DAVID GERGEN: I know we’re on dangerous territory, but in reading your book, I had the sense that the research suggested or strengthened the argument of the pro-choice folks for perhaps the first two trimesters, but the research for the last trimester strengthened the life of the pro-life people for the last trimester.

BOYCE RENSBERGER: I can see how that, you could take that position, because at about 35 weeks you--if you do EEG studies, brain wave studies, on the fetus, which you can do through the mother’s abdomen, you find the brain waves begin to resemble the pattern that you would see in a newborn infant. And you could take that to mean it’s got the brain that’s got the kind of electrical activity that’s communicating within itself the way a newborn would. And from the brain point of view, maybe it is more like a newborn.

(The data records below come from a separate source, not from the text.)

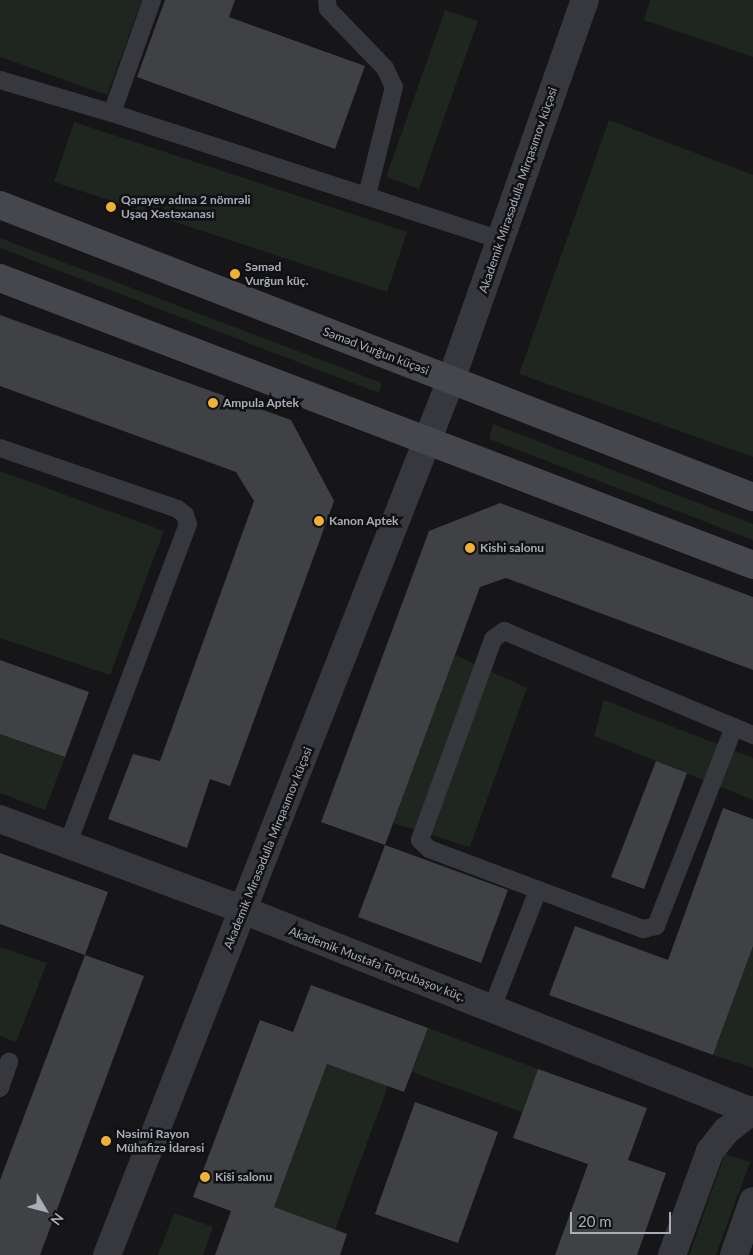 <!DOCTYPE html>
<html>
<head>
<meta charset="utf-8">
<style>
	body { margin:0 }
	#map { position:relative; width:753px; height:1255px; overflow:hidden; background:#161618; font-family:Lato,sans-serif }
	div>[style] { position:absolute }
	[style*='--x'] { left:calc(var(--x)*1px); top:calc(var(--y)*1px); width:calc(var(--w)*1px); rotate:calc(var(--a)*1deg) }
	.green>* { inset:0; background:#1e261f }
	.building>* { inset:0; background:#404145 }
	.service>* { height:18px; margin:-9px; padding:0 9px; transform-origin:9px; border-radius:9px; background:#37383d }
	.minor>* { height:28px; margin:-14px; padding:0 14px; transform-origin:14px; border-radius:14px; background:#37383d }
	.tertiary>* { height:28px; margin:-14px; padding:0 14px; transform-origin:14px; border-radius:14px; background:#37383d }
	.secondary>* { height:28px; margin:-14px; padding:0 14px; transform-origin:14px; border-radius:14px; background:#45474d }
	.dots>* { width:14px; height:14px; translate:-50% -50%; box-sizing:border-box; border:2px solid #111113; border-radius:50% }
	span { translate:-50% -50%; white-space:nowrap; text-align:center; line-height:1.15; -webkit-text-stroke:5px #111113; paint-order:stroke }
	.street-label { font-size:12px; color:#a8adb8 }
	.poi-label { font-size:12px; color:#a8adb8; font-weight:700 }
	.left { translate:0 -50%; text-align:left }
	.north { position:absolute; left:20px; top:1185px; width:50px; height:50px; -webkit-text-stroke:4px #111113; paint-order:stroke; rotate:127deg; font-size:14px; font-weight:700; line-height:20px; text-align:center; color:#a8adb8 }
	.north::after { content:''; display:block; margin:auto; width:18px; height:22px; background:#a8adb8; clip-path:polygon(50% 0,100% 100%,50% 72%,0 100%) }
	.scale { position:absolute; left:570px; top:1212px; width:101px; height:22px; box-sizing:border-box; border:2px solid #a8adb8; border-top:0; padding-left:6px; font-size:15px; line-height:18px; white-space:nowrap; color:#a8adb8; -webkit-text-stroke:4px #111113; paint-order:stroke }
</style>
</head>
<body>
<div id="map">
	<div class="green">
		<i style="clip-path:polygon(0 0,142px 0,107px 95px,0 57px)"></i>
		<i style="clip-path:polygon(650px 0,753px 0,753px 57px,644px 20px)"></i>
		<i style="clip-path:polygon(445px 10px,478px 21px,419px 189px,386px 177px)"></i>
		<i style="clip-path:polygon(609px 120px,753px 175px,753px 457px,519px 374px)"></i>
		<i style="clip-path:polygon(74px 122px,407px 232px,387px 292px,54px 182px)"></i>
		<i style="clip-path:polygon(0 238px,382px 383px,379px 393px,0 248px)"></i>
		<i style="clip-path:polygon(493px 424px,753px 524px,753px 540px,489px 439px)"></i>
		<i style="clip-path:polygon(0 471px,164px 531px,110px 675px,0 638px)"></i>
		<i style="clip-path:polygon(455px 655px,527px 688px,470px 847px,393px 823px)"></i>
		<i style="clip-path:polygon(604px 700px,753px 758px,753px 800px,594px 736px)"></i>
		<i style="clip-path:polygon(0 734px,65px 757px,45px 810px,0 793px)"></i>
		<i style="clip-path:polygon(753px 946px,753px 1068px,713px 1055px)"></i>
		<i style="clip-path:polygon(0 947px,47px 963px,16px 1042px,0 1036px)"></i>
		<i style="clip-path:polygon(428px 1028px,538px 1069px,522px 1112px,412px 1072px)"></i>
		<i style="clip-path:polygon(327px 1064px,388px 1086px,335px 1230px,274px 1207px)"></i>
		<i style="clip-path:polygon(725px 1154px,750px 1162px,716px 1255px,689px 1255px)"></i>
		<i style="clip-path:polygon(174px 1213px,213px 1227px,203px 1255px,158px 1255px)"></i>
	</div>
	<div class="building">
		<i style="clip-path:polygon(165px 0,235px 0,229px 17px,365px 66px,335px 149px,137px 77px)"></i>
		<i style="clip-path:polygon(0 315px,291px 420px,334px 501px,230px 786px,210px 779px,187px 848px,108px 819px,133px 754px,160px 761px,254px 501px,236px 472px,0 386px)"></i>
		<i style="clip-path:polygon(500px 503px,753px 597px,753px 670px,506px 578px,480px 587px,385px 845px,321px 822px,429px 531px)"></i>
		<i style="clip-path:polygon(0 660px,89px 692px,65px 757px,0 734px)"></i>
		<i style="clip-path:polygon(656px 761px,687px 773px,644px 889px,611px 877px)"></i>
		<i style="clip-path:polygon(723px 808px,753px 819px,753px 946px,713px 1055px,549px 995px,575px 926px,668px 960px)"></i>
		<i style="clip-path:polygon(385px 845px,508px 890px,481px 963px,358px 917px)"></i>
		<i style="clip-path:polygon(0 853px,108px 892px,85px 955px,0 924px)"></i>
		<i style="clip-path:polygon(85px 955px,144px 976px,40px 1255px,0 1255px,0 1180px)"></i>
		<i style="clip-path:polygon(311px 985px,428px 1028px,404px 1092px,327px 1064px,274px 1207px,347px 1234px,340px 1255px,215px 1255px,231px 1211px,193px 1197px,260px 1020px,293px 1032px)"></i>
		<i style="clip-path:polygon(538px 1069px,647px 1108px,628px 1160px,666px 1173px,637px 1255px,555px 1255px,588px 1164px,513px 1138px)"></i>
		<i style="clip-path:polygon(415px 1102px,498px 1132px,458px 1243px,375px 1214px)"></i>
	</div>
	<div class="service">
		<i style="--x:327;--y:0;--w:9;--a:84"></i>
		<i style="--x:328;--y:9;--w:82;--a:46"></i>
		<i style="--x:385;--y:68;--w:21;--a:65"></i>
		<i style="--x:394;--y:87;--w:111;--a:104"></i>
		<i style="--x:0;--y:80;--w:117;--a:16.4"></i>
		<i style="--x:112;--y:113;--w:409;--a:18.1"></i>
		<i style="--x:112;--y:113;--w:120;--a:-70.5"></i>
		<i style="--x:0;--y:448;--w:188;--a:18.9"></i>
		<i style="--x:178;--y:509;--w:9;--a:41"></i>
		<i style="--x:185;--y:515;--w:9;--a:72"></i>
		<i style="--x:188;--y:524;--w:342;--a:110.6"></i>
		<i style="--x:734;--y:727;--w:214;--a:111.4"></i>
		<i style="--x:656;--y:926;--w:13;--a:167"></i>
		<i style="--x:643;--y:929;--w:228;--a:-159.5"></i>
		<i style="--x:429;--y:849;--w:13;--a:-135"></i>
		<i style="--x:420;--y:840;--w:214;--a:-70"></i>
		<i style="--x:493;--y:639;--w:14;--a:-36"></i>
		<i style="--x:504;--y:631;--w:249;--a:22.7"></i>
		<i style="--x:734;--y:727;--w:21;--a:23"></i>
		<i style="--x:492;--y:1008;--w:127;--a:-68.7"></i>
		<i style="--x:0;--y:1088;--w:28;--a:-71"></i>
	</div>
	<div class="minor">
		<i style="--x:0;--y:819;--w:259;--a:20.5"></i>
		<i style="--x:243;--y:910;--w:549;--a:21.61"></i>
		<i style="--x:672;--y:1255;--w:111;--a:-69.9"></i>
		<i style="--x:710;--y:1151;--w:26;--a:-51"></i>
		<i style="--x:726;--y:1131;--w:34;--a:-38"></i>
		<i style="--x:734;--y:1255;--w:57;--a:-70.6"></i>
	</div>
	<div class="tertiary">
		<i style="--x:107;--y:1255;--w:940;--a:-68.54"></i>
		<i style="--x:451;--y:380;--w:403;--a:-70.6"></i>
	</div>
	<div class="secondary">
		<i style="--x:0;--y:205;--w:808;--a:21.2"></i>
		<i style="--x:0;--y:278;--w:806;--a:20.86"></i>
	</div>
	<div class="dots">
		<i style="left:111px;top:207px;background:#f2b134"></i>
		<i style="left:235px;top:274px;background:#f2b134"></i>
		<i style="left:213px;top:403px;background:#f2b134"></i>
		<i style="left:319px;top:521px;background:#f2b134"></i>
		<i style="left:470px;top:548px;background:#f2b134"></i>
		<i style="left:106px;top:1141px;background:#f2b134"></i>
		<i style="left:205px;top:1177px;background:#f2b134"></i>
	</div>
	<div class="street-label">
		<span style="left:518px;top:190px;rotate:-71deg">Akademik Mirəsədulla Mirqasımov küçəsi</span>
		<span style="left:376px;top:351px;rotate:21deg">Səməd Vurğun küçəsi</span>
		<span style="left:268px;top:848px;rotate:-68deg">Akademik Mirəsədulla Mirqasımov küçəsi</span>
		<span style="left:377px;top:964px;rotate:21deg">Akademik Mustafa Topçubaşov küç.</span>
	</div>
	<div class="poi-label">
		<span class="left" style="left:121px;top:207px">Qarayev adına 2 nömrəli<br>Uşaq Xəstəxanası</span>
		<span class="left" style="left:245px;top:274px">Səməd<br>Vurğun küç.</span>
		<span class="left" style="left:223px;top:403px">Ampula Aptek</span>
		<span class="left" style="left:329px;top:521px">Kanon Aptek</span>
		<span class="left" style="left:480px;top:548px">Kishi salonu</span>
		<span class="left" style="left:116px;top:1141px">Nəsimi Rayon<br>Mühafizə İdarəsi</span>
		<span class="left" style="left:215px;top:1177px">Kiši salonu</span>
	</div>
	<div class="north">N</div>
	<div class="scale">20 m</div>
</div>
</body>
</html>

DAVID GERGEN: Do you think we’ll ultimately be able to explain life itself?

BOYCE RENSBERGER: Well, it depends on how much you--how satisfying you want to be--how satisfied you’d like to be from the explanation. There’s always--almost every discovery raises new questions, well, how does that work, okay, what makes that happen, and what makes that happen? And there’s a kind of endless regression, that there’s so much more we know now that we did just twenty or thirty years ago, that it’s pretty wonderful; it’s pretty amazing to me. I’m fascinated by it.

DAVID GERGEN: Boyce Rensberger, we’ll look forward to your next book. In the meantime, thank you very much.

BOYCE RENSBERGER: Thank you very much. I appreciate it.